- Born: 1976 Brazil
- Occupation: Harpsichordist

= Bruno Procopio =

Brazilian musician

Bruno Procopio (born 1976, Brazil) is a Brazilian harpsichord player based in Paris.

==History==

Following early musical studies with Marcelo Fagerlande and Pedro Personne in Rio de Janeiro, Procopio moved to France in 1993. He studied harpsichord at the Conservatoire National Supérieur de Musique de Paris with Christophe Rousset and chamber music with Blandine Ranou and Kenneth Weiss, earning two First Prizes (Premier Prix) in harpsichord performance and continuo playing. After his formal studies, Procopio became one of the few students of Pierre Hantaï.

Procopio's first recording, of JS Bach's Partitas for keyboard numbers 1, 3, and 4, was chosen as one of the five best Baroque music disks of the year by Fanfare magazine in 2004, in addition to a rating of five out of five by the distinguished French magazine Diapason.

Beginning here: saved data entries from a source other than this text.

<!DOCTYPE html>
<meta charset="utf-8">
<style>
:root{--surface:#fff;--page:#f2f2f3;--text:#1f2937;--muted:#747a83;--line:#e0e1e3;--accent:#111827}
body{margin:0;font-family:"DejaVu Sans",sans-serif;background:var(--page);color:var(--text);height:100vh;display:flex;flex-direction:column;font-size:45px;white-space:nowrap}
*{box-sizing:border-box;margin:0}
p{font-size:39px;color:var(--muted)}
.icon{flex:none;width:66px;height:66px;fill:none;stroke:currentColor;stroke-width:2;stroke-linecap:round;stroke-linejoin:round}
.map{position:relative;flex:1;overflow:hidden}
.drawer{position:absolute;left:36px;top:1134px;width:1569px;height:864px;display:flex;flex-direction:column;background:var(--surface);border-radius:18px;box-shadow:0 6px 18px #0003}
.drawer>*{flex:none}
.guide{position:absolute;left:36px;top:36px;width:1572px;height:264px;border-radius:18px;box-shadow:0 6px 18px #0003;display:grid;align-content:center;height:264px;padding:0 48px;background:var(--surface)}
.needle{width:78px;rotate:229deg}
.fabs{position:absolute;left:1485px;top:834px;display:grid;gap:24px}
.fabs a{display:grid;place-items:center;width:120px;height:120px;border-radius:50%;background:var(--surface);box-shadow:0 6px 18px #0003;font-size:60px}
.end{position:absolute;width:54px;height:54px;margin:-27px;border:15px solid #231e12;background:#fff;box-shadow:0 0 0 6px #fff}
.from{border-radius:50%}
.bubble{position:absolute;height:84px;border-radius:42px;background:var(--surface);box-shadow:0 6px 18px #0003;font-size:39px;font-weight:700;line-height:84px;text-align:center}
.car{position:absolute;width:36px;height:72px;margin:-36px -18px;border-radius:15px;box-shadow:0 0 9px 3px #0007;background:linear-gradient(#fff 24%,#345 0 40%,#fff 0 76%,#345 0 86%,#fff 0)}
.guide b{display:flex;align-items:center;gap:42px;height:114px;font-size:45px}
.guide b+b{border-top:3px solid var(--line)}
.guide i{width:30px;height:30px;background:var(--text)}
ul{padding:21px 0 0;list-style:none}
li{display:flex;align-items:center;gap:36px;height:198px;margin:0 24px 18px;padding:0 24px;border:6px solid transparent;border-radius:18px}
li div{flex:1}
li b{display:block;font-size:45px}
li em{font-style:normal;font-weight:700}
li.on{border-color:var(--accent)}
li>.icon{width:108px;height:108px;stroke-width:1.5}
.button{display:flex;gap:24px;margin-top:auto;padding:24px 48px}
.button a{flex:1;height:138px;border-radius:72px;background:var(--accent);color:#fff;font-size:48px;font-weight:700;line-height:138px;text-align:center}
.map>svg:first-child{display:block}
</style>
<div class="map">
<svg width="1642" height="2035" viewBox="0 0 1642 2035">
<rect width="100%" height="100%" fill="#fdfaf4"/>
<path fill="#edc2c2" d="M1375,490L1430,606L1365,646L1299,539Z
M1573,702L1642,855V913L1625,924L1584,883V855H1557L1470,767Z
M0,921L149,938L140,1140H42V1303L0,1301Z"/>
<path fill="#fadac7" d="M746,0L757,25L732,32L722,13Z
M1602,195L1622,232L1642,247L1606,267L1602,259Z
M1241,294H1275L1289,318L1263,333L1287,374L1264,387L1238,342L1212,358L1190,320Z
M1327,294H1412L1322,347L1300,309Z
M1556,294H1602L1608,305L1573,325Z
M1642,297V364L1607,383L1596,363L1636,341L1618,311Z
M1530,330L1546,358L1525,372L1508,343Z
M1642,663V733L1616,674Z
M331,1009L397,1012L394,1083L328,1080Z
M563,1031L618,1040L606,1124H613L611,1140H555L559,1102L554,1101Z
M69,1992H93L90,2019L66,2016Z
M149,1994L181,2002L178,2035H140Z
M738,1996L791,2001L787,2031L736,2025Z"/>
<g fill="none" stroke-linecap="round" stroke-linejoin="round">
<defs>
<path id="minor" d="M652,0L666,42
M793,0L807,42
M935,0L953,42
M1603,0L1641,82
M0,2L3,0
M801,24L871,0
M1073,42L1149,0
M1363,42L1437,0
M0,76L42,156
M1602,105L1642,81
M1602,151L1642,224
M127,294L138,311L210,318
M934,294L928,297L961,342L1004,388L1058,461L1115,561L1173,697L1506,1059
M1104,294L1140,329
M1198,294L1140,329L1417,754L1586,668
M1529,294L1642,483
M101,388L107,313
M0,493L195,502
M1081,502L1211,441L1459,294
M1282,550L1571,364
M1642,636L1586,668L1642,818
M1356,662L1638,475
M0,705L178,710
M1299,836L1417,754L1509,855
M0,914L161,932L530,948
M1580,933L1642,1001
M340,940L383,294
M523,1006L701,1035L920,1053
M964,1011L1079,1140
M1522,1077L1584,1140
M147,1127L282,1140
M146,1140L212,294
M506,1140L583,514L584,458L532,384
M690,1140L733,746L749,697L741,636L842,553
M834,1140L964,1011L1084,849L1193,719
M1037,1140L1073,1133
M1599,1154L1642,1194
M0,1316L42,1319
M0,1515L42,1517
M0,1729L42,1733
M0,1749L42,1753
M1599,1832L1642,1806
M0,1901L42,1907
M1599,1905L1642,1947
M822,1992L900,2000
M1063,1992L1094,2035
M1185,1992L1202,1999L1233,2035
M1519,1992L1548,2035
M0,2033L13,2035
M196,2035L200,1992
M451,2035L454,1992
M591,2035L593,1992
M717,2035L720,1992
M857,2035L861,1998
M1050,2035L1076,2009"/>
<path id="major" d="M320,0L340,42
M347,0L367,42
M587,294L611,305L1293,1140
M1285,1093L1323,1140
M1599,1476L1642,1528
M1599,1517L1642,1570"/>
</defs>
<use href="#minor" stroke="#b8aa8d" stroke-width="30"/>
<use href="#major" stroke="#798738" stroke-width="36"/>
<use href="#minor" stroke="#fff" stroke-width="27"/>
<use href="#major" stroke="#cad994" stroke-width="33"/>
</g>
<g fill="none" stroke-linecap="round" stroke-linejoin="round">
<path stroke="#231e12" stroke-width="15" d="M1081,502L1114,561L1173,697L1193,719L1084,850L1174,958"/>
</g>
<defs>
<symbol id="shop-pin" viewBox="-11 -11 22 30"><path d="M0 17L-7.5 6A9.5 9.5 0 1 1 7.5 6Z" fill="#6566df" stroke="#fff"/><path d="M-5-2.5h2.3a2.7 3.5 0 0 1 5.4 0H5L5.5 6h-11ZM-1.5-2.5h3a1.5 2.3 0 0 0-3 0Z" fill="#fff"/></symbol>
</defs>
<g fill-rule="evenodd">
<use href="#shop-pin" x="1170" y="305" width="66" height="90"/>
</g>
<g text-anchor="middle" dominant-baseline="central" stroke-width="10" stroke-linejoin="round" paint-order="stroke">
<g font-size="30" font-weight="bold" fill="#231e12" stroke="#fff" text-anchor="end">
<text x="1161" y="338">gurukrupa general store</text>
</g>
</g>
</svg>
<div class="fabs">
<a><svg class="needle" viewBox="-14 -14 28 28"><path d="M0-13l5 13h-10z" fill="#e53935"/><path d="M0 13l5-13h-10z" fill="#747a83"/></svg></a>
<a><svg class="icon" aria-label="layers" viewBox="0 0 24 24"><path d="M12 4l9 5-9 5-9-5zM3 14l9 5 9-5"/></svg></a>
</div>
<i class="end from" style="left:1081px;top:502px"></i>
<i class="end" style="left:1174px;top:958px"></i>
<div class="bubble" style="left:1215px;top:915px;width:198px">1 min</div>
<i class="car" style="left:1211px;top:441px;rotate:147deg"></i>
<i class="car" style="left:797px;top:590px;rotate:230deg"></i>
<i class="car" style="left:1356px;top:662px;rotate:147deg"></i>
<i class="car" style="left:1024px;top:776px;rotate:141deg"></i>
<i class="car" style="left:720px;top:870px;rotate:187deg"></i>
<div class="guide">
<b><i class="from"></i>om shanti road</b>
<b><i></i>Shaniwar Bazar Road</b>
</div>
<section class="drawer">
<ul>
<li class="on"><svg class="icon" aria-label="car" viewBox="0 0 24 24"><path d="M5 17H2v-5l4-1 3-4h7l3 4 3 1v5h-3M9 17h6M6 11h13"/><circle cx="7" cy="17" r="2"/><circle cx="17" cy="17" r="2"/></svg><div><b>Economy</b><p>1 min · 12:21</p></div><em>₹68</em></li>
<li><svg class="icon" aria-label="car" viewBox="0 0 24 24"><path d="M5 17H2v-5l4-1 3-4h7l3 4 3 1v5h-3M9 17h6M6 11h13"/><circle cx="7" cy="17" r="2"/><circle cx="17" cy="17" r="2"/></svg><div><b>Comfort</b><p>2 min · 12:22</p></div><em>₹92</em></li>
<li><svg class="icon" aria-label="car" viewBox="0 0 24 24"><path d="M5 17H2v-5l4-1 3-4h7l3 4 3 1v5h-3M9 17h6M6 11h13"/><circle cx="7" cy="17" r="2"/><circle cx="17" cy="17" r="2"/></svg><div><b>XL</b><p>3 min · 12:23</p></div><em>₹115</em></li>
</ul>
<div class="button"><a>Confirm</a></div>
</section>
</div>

In 2007, Procopio founded the record label Paraty Productions, on which he has released two additional albums of JS Bach: Partitas numbers 2, 5, and 6, completing the cycle, and the Sonatas for viola da gamba and keyboard. The latter, which also includes Bach's Italian Concerto, was recently awarded a 'Choc' prize from the magazine Le Monde de la musique.